(Source records)
┄┄┄┄┄┄

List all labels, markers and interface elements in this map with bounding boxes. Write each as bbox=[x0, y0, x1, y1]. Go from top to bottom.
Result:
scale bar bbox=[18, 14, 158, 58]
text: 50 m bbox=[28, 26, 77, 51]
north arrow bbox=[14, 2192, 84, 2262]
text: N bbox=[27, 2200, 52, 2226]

┄┄┄┄┄┄

Assignment: Each record above is to be reproduced verbatim.

Exercise response:
List all labels, markers and interface elements in this map with bounding boxes. Write each as bbox=[x0, y0, x1, y1]. Go from top to bottom.
Result:
scale bar bbox=[18, 14, 158, 58]
text: 50 m bbox=[28, 26, 77, 51]
north arrow bbox=[14, 2192, 84, 2262]
text: N bbox=[27, 2200, 52, 2226]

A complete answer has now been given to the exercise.